Electrification is taking off. Populations are increasing. Developing countries are expanding. And with each of those advancements, demands for electricity are growing.
The key to each one of these developments is not to attack any one industry, fuel source or sector, but to invest-in, nourish and support technology. The International Energy Agency (IEA) pointed out in its World Energy Outlook 2019, which was released last week, even under its New Policies Scenario – which accounts for new government policies and announced targets – most countries are set to meet the pledges made as part of the Paris Agreement but energy-related CO2 emissions will continue on a slow upward trend to 2040, “out of step with what scientific knowledge says will be required to tackle climate change.”
In all of this, a solution that is within reach barely gets a mention.

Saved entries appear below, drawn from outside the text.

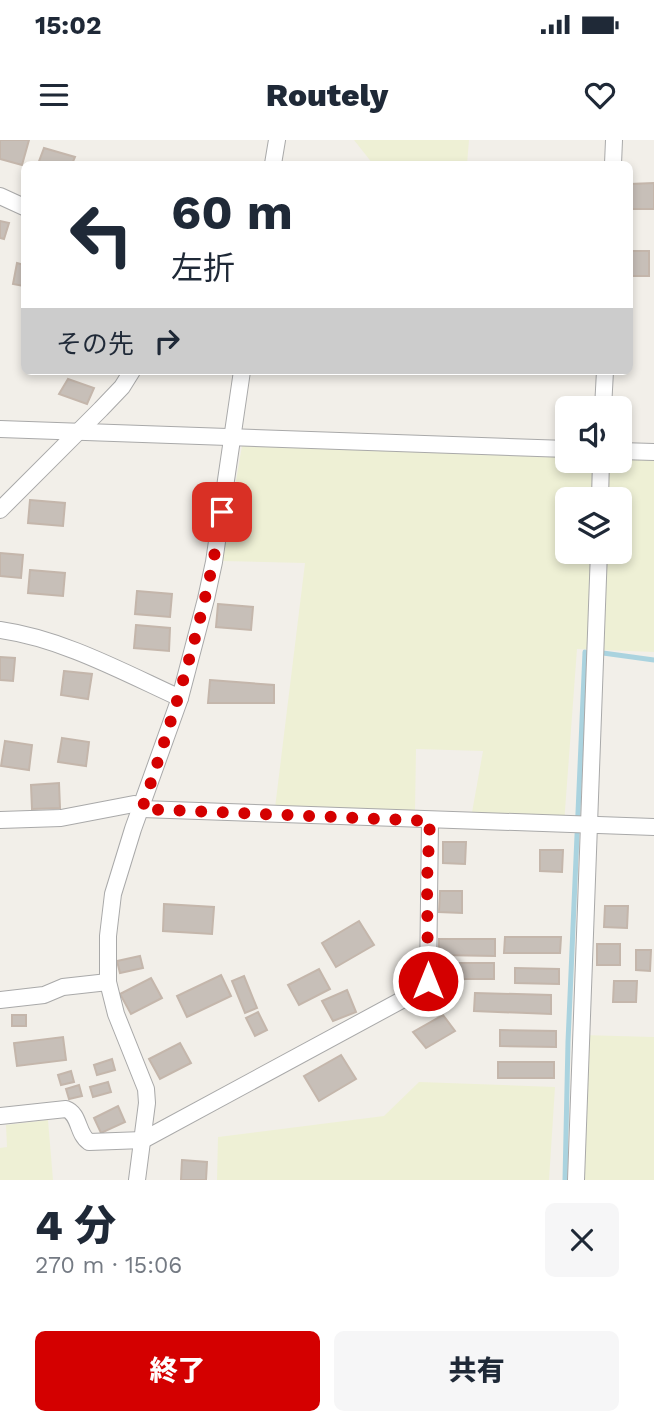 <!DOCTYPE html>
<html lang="ja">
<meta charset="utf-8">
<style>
body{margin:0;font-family:"Work Sans","Noto Sans JP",sans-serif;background:#f6f6f7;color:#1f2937;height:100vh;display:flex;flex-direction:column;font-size:26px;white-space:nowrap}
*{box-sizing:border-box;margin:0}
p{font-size:23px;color:#747a83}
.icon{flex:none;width:38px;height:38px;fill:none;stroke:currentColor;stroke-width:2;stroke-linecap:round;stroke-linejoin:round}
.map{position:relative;height:1040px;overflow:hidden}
.panel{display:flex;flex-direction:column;background:#fff;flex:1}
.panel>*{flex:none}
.hud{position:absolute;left:21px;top:21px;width:612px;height:214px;border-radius:10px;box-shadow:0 4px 10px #0003;background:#fff;color:#1f2937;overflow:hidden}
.controls{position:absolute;left:555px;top:256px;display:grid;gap:14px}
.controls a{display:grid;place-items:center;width:77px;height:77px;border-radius:10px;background:#fff;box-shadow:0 4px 10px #0003;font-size:35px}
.pin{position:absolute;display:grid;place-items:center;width:60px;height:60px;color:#fff;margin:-30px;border-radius:14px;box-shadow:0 4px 10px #0006}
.me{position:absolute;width:77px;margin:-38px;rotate:0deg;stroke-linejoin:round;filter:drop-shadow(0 0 5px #0008)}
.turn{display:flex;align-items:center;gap:24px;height:147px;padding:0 35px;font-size:32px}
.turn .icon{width:91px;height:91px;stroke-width:2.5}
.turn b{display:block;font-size:49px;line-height:60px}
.then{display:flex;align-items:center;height:66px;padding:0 35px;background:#0003;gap:14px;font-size:26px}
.round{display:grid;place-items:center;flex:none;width:74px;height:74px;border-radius:10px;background:#f6f6f7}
.head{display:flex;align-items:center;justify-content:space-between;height:119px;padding:0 35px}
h1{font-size:42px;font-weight:800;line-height:52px}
.action{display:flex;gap:14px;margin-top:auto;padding:14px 35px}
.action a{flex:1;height:80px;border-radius:10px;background:#d40000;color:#fff;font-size:28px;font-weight:800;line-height:80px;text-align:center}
.action a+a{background:#f6f6f7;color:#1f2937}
.status{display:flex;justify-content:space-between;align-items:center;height:49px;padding:0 35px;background:#fff;direction:ltr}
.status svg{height:19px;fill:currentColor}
header{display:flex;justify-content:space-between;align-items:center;height:91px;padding:0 35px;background:#fff;font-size:32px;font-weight:800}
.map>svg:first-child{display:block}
.farmland{fill:#eef0d5;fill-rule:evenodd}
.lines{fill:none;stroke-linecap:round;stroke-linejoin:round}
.stream{stroke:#aad3df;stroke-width:5}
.building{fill:#c7bfb8;stroke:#c4b6ab;stroke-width:2}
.street-casing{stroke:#a9a9a9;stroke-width:18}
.street{stroke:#fff;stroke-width:16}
.route{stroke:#d40000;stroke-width:12;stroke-dasharray:0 21.6}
</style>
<div class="status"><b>15:02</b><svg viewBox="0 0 49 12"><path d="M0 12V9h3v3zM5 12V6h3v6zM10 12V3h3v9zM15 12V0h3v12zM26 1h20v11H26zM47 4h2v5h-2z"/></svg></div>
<header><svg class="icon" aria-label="menu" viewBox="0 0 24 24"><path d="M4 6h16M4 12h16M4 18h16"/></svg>Routely<svg class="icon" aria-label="heart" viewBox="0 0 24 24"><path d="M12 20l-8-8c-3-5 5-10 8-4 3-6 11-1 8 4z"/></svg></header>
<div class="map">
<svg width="654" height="1040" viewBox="0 0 654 1040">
<rect width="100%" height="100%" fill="#f2efe9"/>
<g class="farmland">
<path d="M354 0H469L467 24H373Z"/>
<path d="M242 306 567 315V320H620V317L654 319V512L577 509 564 684 471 678 483 611 416 609 415 671 275 668 305 423 222 421ZM567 359H620V411H567Z"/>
<path d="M581 895 654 897V1040H576Z"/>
<path d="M419 942 555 947 549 1040H217L218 997 384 976Z"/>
<path d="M48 980 53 1040H0V1008L7 1007 6 985Z"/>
</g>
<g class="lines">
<g class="stream">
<path d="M603 513 654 520"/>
<path d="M565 1040 568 902 585 512"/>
</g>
</g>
<g class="building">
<path d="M0 0H29L22 25 0 19Z"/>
<path d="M44 8 75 17 72 24H38Z"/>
<path d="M654 43V69H630V44Z"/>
<path d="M0 81 9 83 4 99 0 98Z"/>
<rect x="630" y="111" width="19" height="25"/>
<path d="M17 123 24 125V146L13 144Z"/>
<path d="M68 239 94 248 87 264 59 254Z"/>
<path d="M30 360 65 363 63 386 28 383Z"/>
<path d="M0 413 23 415 21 438 0 436Z"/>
<path d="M30 430 65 433 63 456 28 453Z"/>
<path d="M137 451 172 454 170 477 135 474Z"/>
<path d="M218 464 253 467 251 490 216 487Z"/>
<path d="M136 485 170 488 169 511 134 508Z"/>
<path d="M0 517 15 518 13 541 0 540Z"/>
<path d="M64 531 92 534 88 559 61 555Z"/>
<path d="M210 540 274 545V563H208Z"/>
<path d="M62 598 89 602 86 626 58 622Z"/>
<path d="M5 601 32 605 29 630 1 626Z"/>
<path d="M59 643 60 668 32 669 31 645Z"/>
<path d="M443 702H466L465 724 443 723Z"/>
<path d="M540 710H563L562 732 540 731Z"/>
<path d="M440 751H462V773L439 772Z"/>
<path d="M164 764 214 767 212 794 163 791Z"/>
<path d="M605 766H628L627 788 604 787Z"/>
<path d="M359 781 374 805 336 827 322 803Z"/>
<path d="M505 797H561L560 813H504Z"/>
<path d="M439 799H495V816L439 815Z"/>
<rect x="597" y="804" width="23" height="21"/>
<path d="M636 810H651L650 831 636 830Z"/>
<path d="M140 816 143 828 120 833 117 821Z"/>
<path d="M439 823H494V839H438Z"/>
<path d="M515 828 559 829V844L515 843Z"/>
<path d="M319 829 330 849 299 865 288 845Z"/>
<path d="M221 835 231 856 187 877 177 856Z"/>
<path d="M244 836 257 868 245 873 232 841Z"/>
<path d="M151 838 162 858 131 874 120 854Z"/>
<path d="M614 841H637L636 862H613Z"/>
<path d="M347 850 356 872 333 881 322 861Z"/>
<path d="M475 853 551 855V874L474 871Z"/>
<path d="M258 872 267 890 255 896 246 878Z"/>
<rect x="12" y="875" width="14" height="11"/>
<path d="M443 875 455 891 426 908 413 892Z"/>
<path d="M500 890 556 891V907L500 906Z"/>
<path d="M63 897 66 920 17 926 14 903Z"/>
<path d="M180 903 191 923 160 939 149 919Z"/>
<path d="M341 915 356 939 319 961 304 936Z"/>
<path d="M112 919 115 930 97 935 94 925Z"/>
<rect x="498" y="922" width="56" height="16"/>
<path d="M71 931 74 942 61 945 58 935Z"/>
<path d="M108 942 111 952 93 957 90 947Z"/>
<path d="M79 945 82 956 69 959 66 949Z"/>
<path d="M118 966 125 982 101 993 94 978Z"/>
<path d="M182 1020 207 1022 206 1040H181Z"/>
</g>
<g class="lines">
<g class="street-casing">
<g id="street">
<path d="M273 24 277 0"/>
<path d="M613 24 614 0"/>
<path d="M0 56 24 67"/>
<path d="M603 268 605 231"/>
<path d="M0 289 567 309"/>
<path d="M620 311 654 312"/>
<path d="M600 359 601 320"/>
<path d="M0 370 101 269 122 247 132 231"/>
<path d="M0 490C63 499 123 532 180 558"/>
<path d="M0 680 61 678 134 664 142 669 654 687"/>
<path d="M0 860 44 855 63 847 108 842"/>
<path d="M0 976 66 969C80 974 77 994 89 1002L143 1000 424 848 428 841 430 681"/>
<path d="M137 1040 147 963 146 949 116 874 108 842V796L113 754 133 689 180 558 206 459 214 422 242 231"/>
<path d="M576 1040 599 411"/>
</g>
</g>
<use href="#street" class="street"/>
</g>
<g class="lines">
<path class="route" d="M222 372C206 474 175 571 142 669L430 681 427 740 428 841"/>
</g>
</svg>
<div class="controls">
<a><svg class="icon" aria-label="sound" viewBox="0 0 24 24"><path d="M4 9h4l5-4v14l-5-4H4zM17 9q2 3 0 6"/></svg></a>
<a><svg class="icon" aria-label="layers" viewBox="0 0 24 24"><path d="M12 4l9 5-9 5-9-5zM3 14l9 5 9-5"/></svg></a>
</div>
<div class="pin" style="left:222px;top:372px;background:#d93025"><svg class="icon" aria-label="arrive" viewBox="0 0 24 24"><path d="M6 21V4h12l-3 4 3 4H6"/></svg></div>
<svg class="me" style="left:428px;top:841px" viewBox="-20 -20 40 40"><circle r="17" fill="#d40000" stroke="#fff" stroke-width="3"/><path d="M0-11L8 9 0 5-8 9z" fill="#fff"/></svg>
<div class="hud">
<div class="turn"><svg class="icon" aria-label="left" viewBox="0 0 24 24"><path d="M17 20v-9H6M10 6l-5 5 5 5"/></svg><div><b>60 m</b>左折</div></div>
<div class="then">その先<svg class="icon" aria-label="right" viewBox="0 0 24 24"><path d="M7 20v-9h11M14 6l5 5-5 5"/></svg></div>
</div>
</div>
<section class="panel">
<div class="head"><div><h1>4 分</h1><p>270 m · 15:06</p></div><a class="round"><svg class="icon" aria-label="close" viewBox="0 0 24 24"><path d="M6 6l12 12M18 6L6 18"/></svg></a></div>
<div class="action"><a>終了</a><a>共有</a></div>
</section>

Carbon capture and other advanced emissions technologies should be at the center of any action- and solutions-oriented effort to tackle the emissions challenge. As this column has noted previously, policy already being debated in Congress can help. The “USE IT” Act, which builds upon the 45Q tax credit for carbon capture, would go a long way in reducing barriers to carbon capture deployment while also incentivizing the further research and development of technologies that will convert carbon into products of commercial value. In addition, anticipated guidance from the Internal Revenue Service would provide much-needed clarity and additional incentive to industry on the 45Q carbon sequestration tax credit.
A report by IEA found that Carbon Capture Utilization and Storage could deliver 14 percent of cumulative GHG emissions cuts through to 2050 and that climate change action will cost an additional $4.7 trillion without CCUS.
Reducing emissions and saving trillions through technologies that will benefit the world sounds like an idea worthy of smart policy designed to incentivize the development and deployment of this vital suite of technologies. Or we could continue to point fingers, fuel target to no effect, and watch emissions rise.